Work request: The answer must be every line from the listing that holds the string "roads".

Material to process:

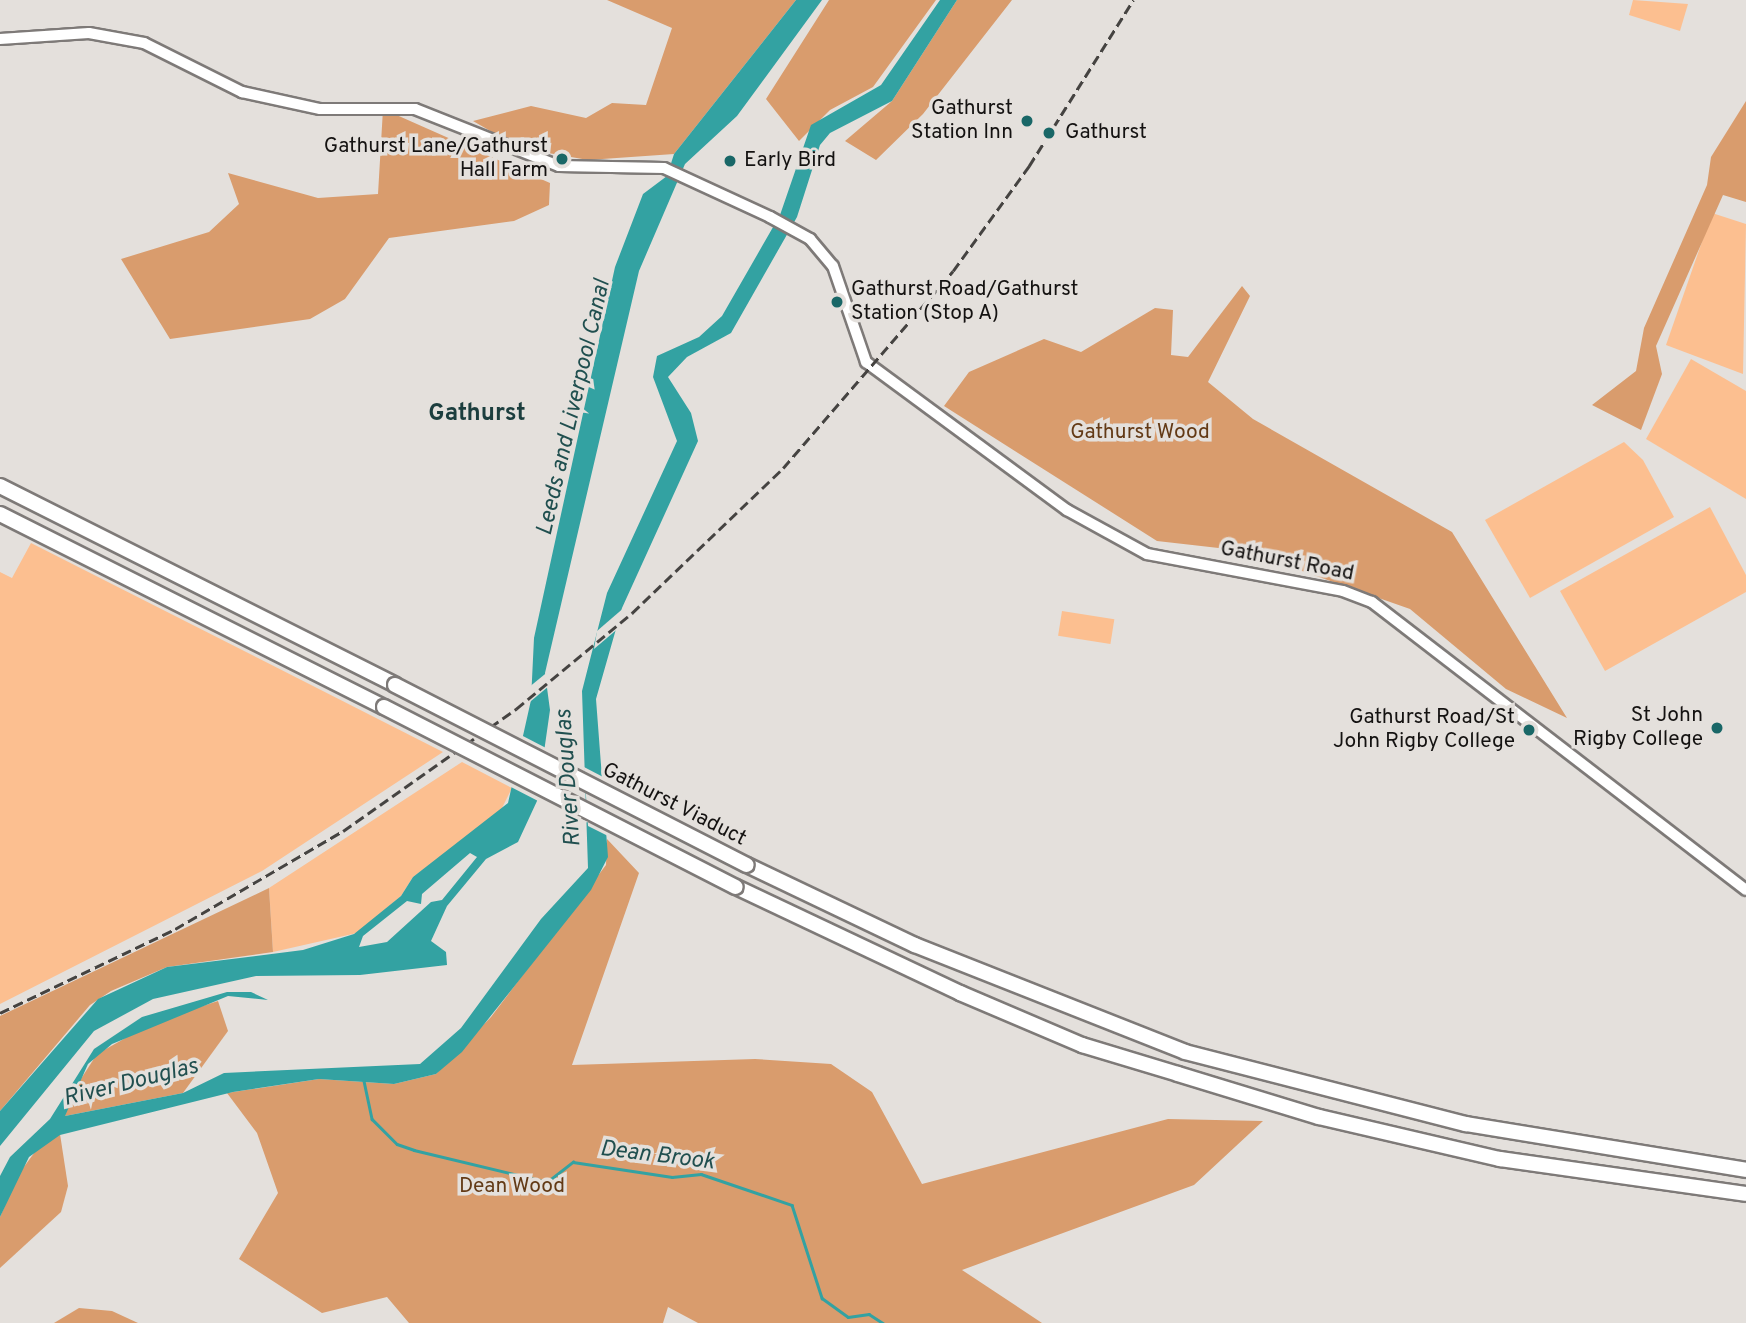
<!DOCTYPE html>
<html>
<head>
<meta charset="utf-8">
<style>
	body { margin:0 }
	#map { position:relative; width:1746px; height:1323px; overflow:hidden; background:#e4e0dc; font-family:Overpass,sans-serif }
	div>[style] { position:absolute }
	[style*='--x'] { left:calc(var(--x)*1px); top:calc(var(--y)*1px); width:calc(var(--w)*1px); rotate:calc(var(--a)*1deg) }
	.green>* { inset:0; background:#fcbf90; transform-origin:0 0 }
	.forest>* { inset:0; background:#d99c6d }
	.water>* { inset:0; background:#33a2a2 }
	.pier>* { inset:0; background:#e4e0dc }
	.stream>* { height:2.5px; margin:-1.25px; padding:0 1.25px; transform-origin:1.25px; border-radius:1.25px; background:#33a2a2 }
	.roads { filter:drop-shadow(2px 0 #7e7a78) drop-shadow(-2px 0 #7e7a78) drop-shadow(0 2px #7e7a78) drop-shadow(0 -2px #7e7a78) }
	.secondary>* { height:10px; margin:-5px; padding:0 5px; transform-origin:5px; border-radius:5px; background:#fff }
	.highway>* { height:14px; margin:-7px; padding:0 7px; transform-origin:7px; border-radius:7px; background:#fff }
	.rail>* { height:2.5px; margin-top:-1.25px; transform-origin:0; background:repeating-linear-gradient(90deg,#454341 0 10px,transparent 0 15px) }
	.bridges { filter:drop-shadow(2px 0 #7e7a78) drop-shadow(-2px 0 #7e7a78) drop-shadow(0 2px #7e7a78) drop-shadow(0 -2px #7e7a78) }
	.highway-bridge>* { height:14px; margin:-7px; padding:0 7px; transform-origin:7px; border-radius:7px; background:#fff }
	.dots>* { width:19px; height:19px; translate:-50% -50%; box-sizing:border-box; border:4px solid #e4e0dc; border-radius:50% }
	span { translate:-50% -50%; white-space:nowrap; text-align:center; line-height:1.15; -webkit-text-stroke:7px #e4e0dc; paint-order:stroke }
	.poi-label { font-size:21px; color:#141211 }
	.right { translate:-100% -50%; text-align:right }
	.left { translate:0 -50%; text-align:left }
	.park-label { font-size:21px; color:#633a16 }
	.street-label { font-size:21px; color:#141211 }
	.water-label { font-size:23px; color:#204f4f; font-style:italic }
	.quarter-label { font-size:24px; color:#1c3e3e; font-weight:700 }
</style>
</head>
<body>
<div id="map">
	<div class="green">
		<div style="clip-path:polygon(1633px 0,1688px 4px,1680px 31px,1629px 15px)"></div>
		<div style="clip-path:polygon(1712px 213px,1746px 224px,1743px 374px,1666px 345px)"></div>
		<div style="clip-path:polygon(1691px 359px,1746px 391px,1746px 499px,1646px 439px)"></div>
		<div style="clip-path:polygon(1624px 442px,1643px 460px,1674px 517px,1530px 598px,1485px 520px)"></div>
		<div style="clip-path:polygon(1710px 507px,1746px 575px,1746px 592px,1605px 671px,1560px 591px)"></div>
		<div style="clip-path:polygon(31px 543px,378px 719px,443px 752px,262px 871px,0 1004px,0 572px,12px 578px)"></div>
		<div style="left:1062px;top:611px;width:53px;height:25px;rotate:9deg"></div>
		<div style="clip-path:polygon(462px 762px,512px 788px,499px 814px,413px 877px,401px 896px,357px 933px,273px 952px,269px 888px)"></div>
	</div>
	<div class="forest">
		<div style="clip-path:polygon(607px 0,796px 0,674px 154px,588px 160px,520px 148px,473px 121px,531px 106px,586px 118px,612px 103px,646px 105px,672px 28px)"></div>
		<div style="clip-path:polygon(829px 0,936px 0,873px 87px,830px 110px,799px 141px,766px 99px)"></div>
		<div style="clip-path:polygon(957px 0,1012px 0,923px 114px,876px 160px,845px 141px,892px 101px)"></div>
		<div style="clip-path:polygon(1746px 101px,1746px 202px,1723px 195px,1656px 346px,1662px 374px,1641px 430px,1592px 405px,1636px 371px,1644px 328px,1707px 185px,1711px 157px)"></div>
		<div style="clip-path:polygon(383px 109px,550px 183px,549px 205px,514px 221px,389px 238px,345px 299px,310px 319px,170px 339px,121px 259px,209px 232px,239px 204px,228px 173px,318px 198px,378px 194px)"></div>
		<div style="clip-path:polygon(1242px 286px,1250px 296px,1208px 382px,1253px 419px,1452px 532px,1567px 718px,1506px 689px,1410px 609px,1245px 551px,1157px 541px,944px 406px,969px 372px,1044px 339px,1081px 352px,1155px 308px,1173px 310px,1171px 355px,1188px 357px)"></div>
		<div style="clip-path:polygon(607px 839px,639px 873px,572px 1065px,755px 1059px,831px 1064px,872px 1092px,922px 1184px,1168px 1119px,1263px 1121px,1194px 1185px,962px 1270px,1042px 1323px,698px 1323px,668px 1307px,663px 1323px,409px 1323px,387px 1297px,322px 1313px,239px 1259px,278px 1193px,257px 1133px,227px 1093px,319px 1079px,394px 1084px,436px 1074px,491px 1017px,606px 865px)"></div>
		<div style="clip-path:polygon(269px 888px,273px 952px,167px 967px,111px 991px,90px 1005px,0 1111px,0 1016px)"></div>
		<div style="clip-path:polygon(218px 1001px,228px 1031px,183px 1093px,65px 1116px,66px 1102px,97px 1054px,154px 1022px)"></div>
		<div style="clip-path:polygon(60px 1134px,68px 1186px,61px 1212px,0 1268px,0 1217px,18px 1175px,37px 1149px)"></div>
		<div style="clip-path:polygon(79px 1308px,112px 1311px,138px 1323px,54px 1323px)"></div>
	</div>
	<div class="water">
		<div style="clip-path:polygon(evenodd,796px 0,822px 0,737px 116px,685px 164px,639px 271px,545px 673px,550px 710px,537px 801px,518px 842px,486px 859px,447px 906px,431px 941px,446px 952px,447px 965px,360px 975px,256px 976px,153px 999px,94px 1031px,0 1146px,0 1111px,98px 999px,167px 967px,303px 950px,354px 934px,401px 896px,413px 877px,508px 803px,531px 700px,534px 638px,615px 267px,643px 194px,667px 176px,674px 154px,796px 0,470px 853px,477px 857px,442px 900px,431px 902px,387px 942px,359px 947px,363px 936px,407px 901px,421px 904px,422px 894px,470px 853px)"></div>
		<div style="clip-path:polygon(940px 0,957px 0,892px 101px,830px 133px,820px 145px,797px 217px,731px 333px,687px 357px,668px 377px,691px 413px,698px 441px,622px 608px,596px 699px,608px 857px,591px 890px,462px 1052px,436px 1074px,394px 1084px,319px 1079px,233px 1092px,60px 1135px,29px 1157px,0 1217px,0 1176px,10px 1157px,50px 1119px,94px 1049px,142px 1017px,227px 992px,251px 992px,268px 1000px,228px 996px,112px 1044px,88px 1064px,65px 1116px,183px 1093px,224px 1073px,420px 1064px,461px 1028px,541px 919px,588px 868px,582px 691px,607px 593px,677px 441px,653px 377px,657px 356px,699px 337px,722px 316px,780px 215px,811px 125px,881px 85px)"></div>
	</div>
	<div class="pier">
		<div style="clip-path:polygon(626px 606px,621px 626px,594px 649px,597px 631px)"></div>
		<div style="clip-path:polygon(550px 670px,549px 686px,525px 706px,528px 688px)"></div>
		<div style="clip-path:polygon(519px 734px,548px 749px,540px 802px,509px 786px)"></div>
		<div style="clip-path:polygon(584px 767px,607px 779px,610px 837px,588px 826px)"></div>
	</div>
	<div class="stream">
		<div style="--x:364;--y:1081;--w:39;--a:78"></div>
		<div style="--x:372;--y:1119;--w:35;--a:45"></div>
		<div style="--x:397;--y:1144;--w:18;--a:19"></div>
		<div style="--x:414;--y:1150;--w:137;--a:13.5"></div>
		<div style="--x:547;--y:1182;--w:33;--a:-38"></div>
		<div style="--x:573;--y:1162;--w:100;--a:8.6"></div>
		<div style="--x:672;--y:1177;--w:29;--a:-6"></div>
		<div style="--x:701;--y:1174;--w:96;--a:18.8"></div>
		<div style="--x:792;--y:1205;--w:98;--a:72.1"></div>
		<div style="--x:822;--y:1298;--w:32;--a:36"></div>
		<div style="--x:848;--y:1317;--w:21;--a:-8"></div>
		<div style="--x:869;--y:1314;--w:17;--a:33"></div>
	</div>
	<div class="roads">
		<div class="secondary">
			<div style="--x:0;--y:39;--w:89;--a:-3.9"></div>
			<div style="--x:89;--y:33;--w:56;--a:10.3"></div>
			<div style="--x:144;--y:43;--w:110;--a:26.6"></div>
			<div style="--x:242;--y:92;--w:80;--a:12.3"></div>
			<div style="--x:320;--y:109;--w:95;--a:0"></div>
			<div style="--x:415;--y:109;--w:155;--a:21.6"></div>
			<div style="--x:559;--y:166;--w:105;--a:1.1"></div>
			<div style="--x:664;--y:168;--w:117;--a:24.8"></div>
			<div style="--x:770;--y:217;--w:46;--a:28.8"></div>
			<div style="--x:810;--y:239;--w:35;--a:50"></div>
			<div style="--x:833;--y:266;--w:102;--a:71"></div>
			<div style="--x:866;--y:362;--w:250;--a:36.4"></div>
			<div style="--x:1067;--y:510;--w:91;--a:28.8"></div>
			<div style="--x:1147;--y:554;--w:199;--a:10.7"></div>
			<div style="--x:1343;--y:591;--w:31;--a:21"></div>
			<div style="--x:1372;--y:602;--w:472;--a:37.6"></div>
		</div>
		<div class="highway">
			<div style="--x:0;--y:486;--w:442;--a:26.7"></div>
			<div style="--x:0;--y:514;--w:430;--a:26.7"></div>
			<div style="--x:747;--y:865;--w:186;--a:25.5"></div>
			<div style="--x:915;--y:945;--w:290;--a:21.6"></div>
			<div style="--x:1185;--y:1052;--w:290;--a:14.4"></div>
			<div style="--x:1466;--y:1124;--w:284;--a:9.3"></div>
			<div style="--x:736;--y:887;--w:248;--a:25.3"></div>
			<div style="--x:960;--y:993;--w:133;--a:23.1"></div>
			<div style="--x:1082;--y:1045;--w:100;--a:16.8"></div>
			<div style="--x:1178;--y:1074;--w:147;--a:17"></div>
			<div style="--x:1319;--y:1117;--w:186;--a:13.1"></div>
			<div style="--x:1500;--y:1159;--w:248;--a:8.1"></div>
		</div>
	</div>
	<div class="rail">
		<div style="--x:0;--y:1013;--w:194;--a:-25.6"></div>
		<div style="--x:175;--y:929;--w:194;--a:-30.3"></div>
		<div style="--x:343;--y:831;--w:212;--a:-35.2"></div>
		<div style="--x:516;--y:709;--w:151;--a:-39.6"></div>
		<div style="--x:632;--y:613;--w:209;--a:-43.8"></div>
		<div style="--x:783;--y:468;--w:260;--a:-49.2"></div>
		<div style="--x:953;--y:271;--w:130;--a:-54.1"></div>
		<div style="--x:1029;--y:166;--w:196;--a:-57.9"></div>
	</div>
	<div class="bridges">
		<div class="highway-bridge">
			<div style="--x:395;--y:685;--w:395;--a:27.1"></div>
			<div style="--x:384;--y:707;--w:395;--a:27.1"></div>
		</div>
	</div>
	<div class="dots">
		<div style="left:1027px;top:121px;background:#196767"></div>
		<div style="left:1049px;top:133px;background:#196767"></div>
		<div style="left:562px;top:159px;background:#196767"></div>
		<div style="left:730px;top:161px;background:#196767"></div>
		<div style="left:837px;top:302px;background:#196767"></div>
		<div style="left:1717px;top:728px;background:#196767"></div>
		<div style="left:1529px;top:730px;background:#196767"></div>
	</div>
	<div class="poi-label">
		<span class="right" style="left:1013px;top:121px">Gathurst<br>Station Inn</span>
		<span class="left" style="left:1065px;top:133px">Gathurst</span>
		<span class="right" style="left:548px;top:159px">Gathurst Lane/Gathurst<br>Hall Farm</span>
		<span class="left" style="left:744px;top:161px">Early Bird</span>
		<span class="left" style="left:851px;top:302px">Gathurst Road/Gathurst<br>Station (Stop A)</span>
		<span class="right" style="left:1703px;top:728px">St John<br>Rigby College</span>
		<span class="right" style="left:1515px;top:730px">Gathurst Road/St<br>John Rigby College</span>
	</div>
	<div class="park-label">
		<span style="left:1140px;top:433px">Gathurst Wood</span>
		<span style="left:512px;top:1187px">Dean Wood</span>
	</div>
	<div class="street-label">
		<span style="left:1287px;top:562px;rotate:11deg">Gathurst Road</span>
		<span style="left:674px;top:805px;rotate:27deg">Gathurst Viaduct</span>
	</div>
	<div class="water-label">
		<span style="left:575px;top:408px;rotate:-77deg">Leeds and Liverpool Canal</span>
		<span style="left:570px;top:778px;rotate:-94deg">River Douglas</span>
		<span style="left:131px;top:1084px;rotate:-14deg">River Douglas</span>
		<span style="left:657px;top:1157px;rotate:7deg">Dean Brook</span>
	</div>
	<div class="quarter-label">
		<span style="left:477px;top:415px">Gathurst</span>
	</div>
</div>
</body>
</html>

Written response:
	.roads { filter:drop-shadow(2px 0 #7e7a78) drop-shadow(-2px 0 #7e7a78) drop-shadow(0 2px #7e7a78) drop-shadow(0 -2px #7e7a78) }
	<div class="roads">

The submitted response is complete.